Collected data entries:

■ ■ ■ ■ ■ ■ ■

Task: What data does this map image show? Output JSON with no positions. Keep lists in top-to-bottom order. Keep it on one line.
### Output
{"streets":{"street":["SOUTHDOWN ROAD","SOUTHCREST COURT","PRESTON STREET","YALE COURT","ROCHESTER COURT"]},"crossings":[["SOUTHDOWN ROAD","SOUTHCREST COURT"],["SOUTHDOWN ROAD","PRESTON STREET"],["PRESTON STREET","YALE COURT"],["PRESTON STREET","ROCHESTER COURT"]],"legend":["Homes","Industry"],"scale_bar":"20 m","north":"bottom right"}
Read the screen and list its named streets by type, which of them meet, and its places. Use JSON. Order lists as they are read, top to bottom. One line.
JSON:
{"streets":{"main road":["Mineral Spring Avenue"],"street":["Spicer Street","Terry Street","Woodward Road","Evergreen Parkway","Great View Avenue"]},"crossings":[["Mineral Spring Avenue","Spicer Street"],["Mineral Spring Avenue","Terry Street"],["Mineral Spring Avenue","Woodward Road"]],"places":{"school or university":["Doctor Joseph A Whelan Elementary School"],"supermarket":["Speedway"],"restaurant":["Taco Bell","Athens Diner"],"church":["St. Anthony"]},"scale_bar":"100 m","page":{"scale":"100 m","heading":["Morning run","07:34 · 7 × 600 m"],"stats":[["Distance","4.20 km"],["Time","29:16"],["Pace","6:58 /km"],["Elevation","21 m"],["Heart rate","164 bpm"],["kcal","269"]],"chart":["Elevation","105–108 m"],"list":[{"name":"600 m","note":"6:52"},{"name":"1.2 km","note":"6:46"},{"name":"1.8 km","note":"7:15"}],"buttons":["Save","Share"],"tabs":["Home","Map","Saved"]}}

■ ■ ■ ■ ■ ■ ■

WHAT TO PRODUCE → Output each entry exactly. Leave none out.

TASK OUTPUT →
Task: What data does this map image show? Output JSON with no positions. Keep lists in top-to-bottom order. Keep it on one line.
### Output
{"streets":{"street":["SOUTHDOWN ROAD","SOUTHCREST COURT","PRESTON STREET","YALE COURT","ROCHESTER COURT"]},"crossings":[["SOUTHDOWN ROAD","SOUTHCREST COURT"],["SOUTHDOWN ROAD","PRESTON STREET"],["PRESTON STREET","YALE COURT"],["PRESTON STREET","ROCHESTER COURT"]],"legend":["Homes","Industry"],"scale_bar":"20 m","north":"bottom right"}
Read the screen and list its named streets by type, which of them meet, and its places. Use JSON. Order lists as they are read, top to bottom. One line.
JSON:
{"streets":{"main road":["Mineral Spring Avenue"],"street":["Spicer Street","Terry Street","Woodward Road","Evergreen Parkway","Great View Avenue"]},"crossings":[["Mineral Spring Avenue","Spicer Street"],["Mineral Spring Avenue","Terry Street"],["Mineral Spring Avenue","Woodward Road"]],"places":{"school or university":["Doctor Joseph A Whelan Elementary School"],"supermarket":["Speedway"],"restaurant":["Taco Bell","Athens Diner"],"church":["St. Anthony"]},"scale_bar":"100 m","page":{"scale":"100 m","heading":["Morning run","07:34 · 7 × 600 m"],"stats":[["Distance","4.20 km"],["Time","29:16"],["Pace","6:58 /km"],["Elevation","21 m"],["Heart rate","164 bpm"],["kcal","269"]],"chart":["Elevation","105–108 m"],"list":[{"name":"600 m","note":"6:52"},{"name":"1.2 km","note":"6:46"},{"name":"1.8 km","note":"7:15"}],"buttons":["Save","Share"],"tabs":["Home","Map","Saved"]}}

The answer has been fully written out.